Take 5 minutes out FOR YOUR HEALTH...

On April 13, 1998, an interview was broadcast on Bay TV (local cable channel 35 in San Francisco) between anchor Claudia Cowan and
Dr. Ronna Kabatznick, Ph.D.  The following transcription was created by scott richie for Winky.

Claudia Cowan:  There is nothing more frustrating to a devout dieter than gaining the weight back.  Our next guest believes that learning how to control eating habits is simply a case of mind over matter.  Dr. Ronna Kabatznick has written a book on dieting called The Zen of Eating, which applies the ancient principles of Buddhism to everyday weight problems.  Here's her book, and here's Ronna.  Thanks for joining us this morning.

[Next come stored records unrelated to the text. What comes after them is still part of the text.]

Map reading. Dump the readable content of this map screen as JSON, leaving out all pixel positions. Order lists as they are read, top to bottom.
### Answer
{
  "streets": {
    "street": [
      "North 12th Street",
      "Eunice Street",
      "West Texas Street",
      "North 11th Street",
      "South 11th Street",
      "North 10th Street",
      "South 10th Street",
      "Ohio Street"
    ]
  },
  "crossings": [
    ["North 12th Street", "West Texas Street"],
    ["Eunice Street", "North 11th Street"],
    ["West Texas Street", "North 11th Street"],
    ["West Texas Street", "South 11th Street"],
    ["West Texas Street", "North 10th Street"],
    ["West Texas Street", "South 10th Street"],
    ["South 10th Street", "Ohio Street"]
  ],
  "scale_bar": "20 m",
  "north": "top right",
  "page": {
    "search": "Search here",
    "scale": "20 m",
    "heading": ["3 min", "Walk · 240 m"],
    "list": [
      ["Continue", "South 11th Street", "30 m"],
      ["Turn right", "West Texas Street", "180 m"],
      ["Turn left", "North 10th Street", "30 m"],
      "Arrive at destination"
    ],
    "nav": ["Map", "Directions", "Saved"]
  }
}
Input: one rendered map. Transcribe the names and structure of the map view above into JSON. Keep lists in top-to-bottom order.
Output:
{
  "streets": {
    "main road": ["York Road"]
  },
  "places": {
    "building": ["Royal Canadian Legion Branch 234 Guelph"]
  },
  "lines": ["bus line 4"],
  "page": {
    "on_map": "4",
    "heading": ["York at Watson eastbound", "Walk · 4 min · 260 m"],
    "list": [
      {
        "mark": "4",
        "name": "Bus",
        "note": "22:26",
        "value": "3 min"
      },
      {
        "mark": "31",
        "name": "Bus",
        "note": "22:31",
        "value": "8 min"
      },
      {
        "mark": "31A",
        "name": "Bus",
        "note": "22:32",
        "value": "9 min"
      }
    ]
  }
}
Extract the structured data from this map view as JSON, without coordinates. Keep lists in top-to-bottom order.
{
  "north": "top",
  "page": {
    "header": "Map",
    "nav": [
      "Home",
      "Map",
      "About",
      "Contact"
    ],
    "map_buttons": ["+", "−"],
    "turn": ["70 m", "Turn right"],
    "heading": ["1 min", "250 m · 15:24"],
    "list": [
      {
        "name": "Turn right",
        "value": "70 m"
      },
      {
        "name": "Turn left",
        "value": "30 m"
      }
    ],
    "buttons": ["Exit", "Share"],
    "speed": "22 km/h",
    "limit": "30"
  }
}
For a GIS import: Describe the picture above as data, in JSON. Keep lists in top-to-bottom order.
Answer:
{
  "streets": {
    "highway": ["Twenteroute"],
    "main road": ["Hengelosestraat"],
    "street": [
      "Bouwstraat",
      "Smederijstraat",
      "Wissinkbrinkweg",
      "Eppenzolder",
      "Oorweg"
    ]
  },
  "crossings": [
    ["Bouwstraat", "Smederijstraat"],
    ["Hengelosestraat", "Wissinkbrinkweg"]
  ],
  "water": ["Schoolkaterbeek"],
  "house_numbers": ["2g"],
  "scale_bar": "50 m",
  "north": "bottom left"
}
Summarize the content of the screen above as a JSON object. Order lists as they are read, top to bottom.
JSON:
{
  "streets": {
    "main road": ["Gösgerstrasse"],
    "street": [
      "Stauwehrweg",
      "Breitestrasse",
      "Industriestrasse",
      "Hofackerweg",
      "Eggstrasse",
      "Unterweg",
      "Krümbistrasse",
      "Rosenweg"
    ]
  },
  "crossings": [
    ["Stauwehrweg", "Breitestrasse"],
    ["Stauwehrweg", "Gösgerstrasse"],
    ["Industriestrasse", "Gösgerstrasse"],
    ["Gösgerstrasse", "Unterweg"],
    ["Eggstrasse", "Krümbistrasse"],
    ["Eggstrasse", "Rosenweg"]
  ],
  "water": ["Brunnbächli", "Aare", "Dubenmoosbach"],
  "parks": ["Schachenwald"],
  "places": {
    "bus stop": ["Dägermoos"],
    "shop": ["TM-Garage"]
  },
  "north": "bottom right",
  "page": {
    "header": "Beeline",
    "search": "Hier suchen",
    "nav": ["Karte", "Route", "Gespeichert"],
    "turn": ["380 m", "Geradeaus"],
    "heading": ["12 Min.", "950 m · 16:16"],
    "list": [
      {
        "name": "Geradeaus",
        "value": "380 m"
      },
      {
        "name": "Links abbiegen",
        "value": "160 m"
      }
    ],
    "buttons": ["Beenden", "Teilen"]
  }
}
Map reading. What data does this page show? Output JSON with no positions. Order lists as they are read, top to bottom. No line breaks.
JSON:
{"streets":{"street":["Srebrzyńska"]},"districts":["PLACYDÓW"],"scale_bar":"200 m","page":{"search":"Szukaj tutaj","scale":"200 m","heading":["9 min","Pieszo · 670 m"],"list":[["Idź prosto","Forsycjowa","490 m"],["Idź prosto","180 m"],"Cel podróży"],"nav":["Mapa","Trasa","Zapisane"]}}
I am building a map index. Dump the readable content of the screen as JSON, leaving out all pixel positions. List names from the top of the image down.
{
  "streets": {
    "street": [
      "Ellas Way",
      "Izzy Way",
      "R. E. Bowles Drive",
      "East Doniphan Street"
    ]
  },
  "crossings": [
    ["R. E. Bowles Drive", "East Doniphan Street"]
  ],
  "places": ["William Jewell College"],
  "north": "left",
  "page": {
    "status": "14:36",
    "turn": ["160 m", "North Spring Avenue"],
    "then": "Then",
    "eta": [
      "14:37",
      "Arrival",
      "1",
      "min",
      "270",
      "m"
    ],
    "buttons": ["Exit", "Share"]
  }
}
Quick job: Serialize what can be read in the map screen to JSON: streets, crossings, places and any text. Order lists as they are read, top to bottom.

Dr. Ronna Kabatznick:  Thank you.    

Claudia Cowan:  It's a beautiful book, and I imagine the principles are very ancient and beautiful themselves. What do you talk about in terms of mind over matter when it comes to trying to lose weight and keep it off?

Dr. Ronna Kabatznick:  O.K.  I just want to make the point that it's not necessarily simple but it is easy.  And I know that's a little bit difficult distinction.  We try for the get things quick scheme.  But in the principles of Buddhism that I try to apply here, I apply the principle of mindfulness, which is being aware of your moment to moment experience.  For instance, when we have the feeling of hunger we automatically want to run to the refrigerator.  The principle of mindfulness, which says be aware of what's going on, allows you to tolerate that feeling of hunger or tolerate that feeling of desire, so you are not always a slave to your desires.  That's what gets us into trouble, that's what puts us as part of a vicious cycle.  So our job, and this is a very ancient experience that's been going on for 2500 years, is to sit back and watch things come; watch our desire to move towards candy bars and move away and hate our bodies, and you can see that these movements are always going on, but when we can sit back and really observe them, this is a very interesting thing.  We find we are actually nourished by them, because when that feeling of hatred towards our thighs overwhelms us and you could really look at that feeling of hatred straight on, as opposed to then running off and saying I've got to go on the latest diet; or, look at that urge for the candy bar, and just really sit with it, and see that it's like a wave that comes and goes, you are actually nourished by these feelings.  So instead of being frightened by resentment or frightened by the love of your mothers chocolate cake, you can actually just sit back and appreciate it, even when these things are very difficult.  And it takes practice.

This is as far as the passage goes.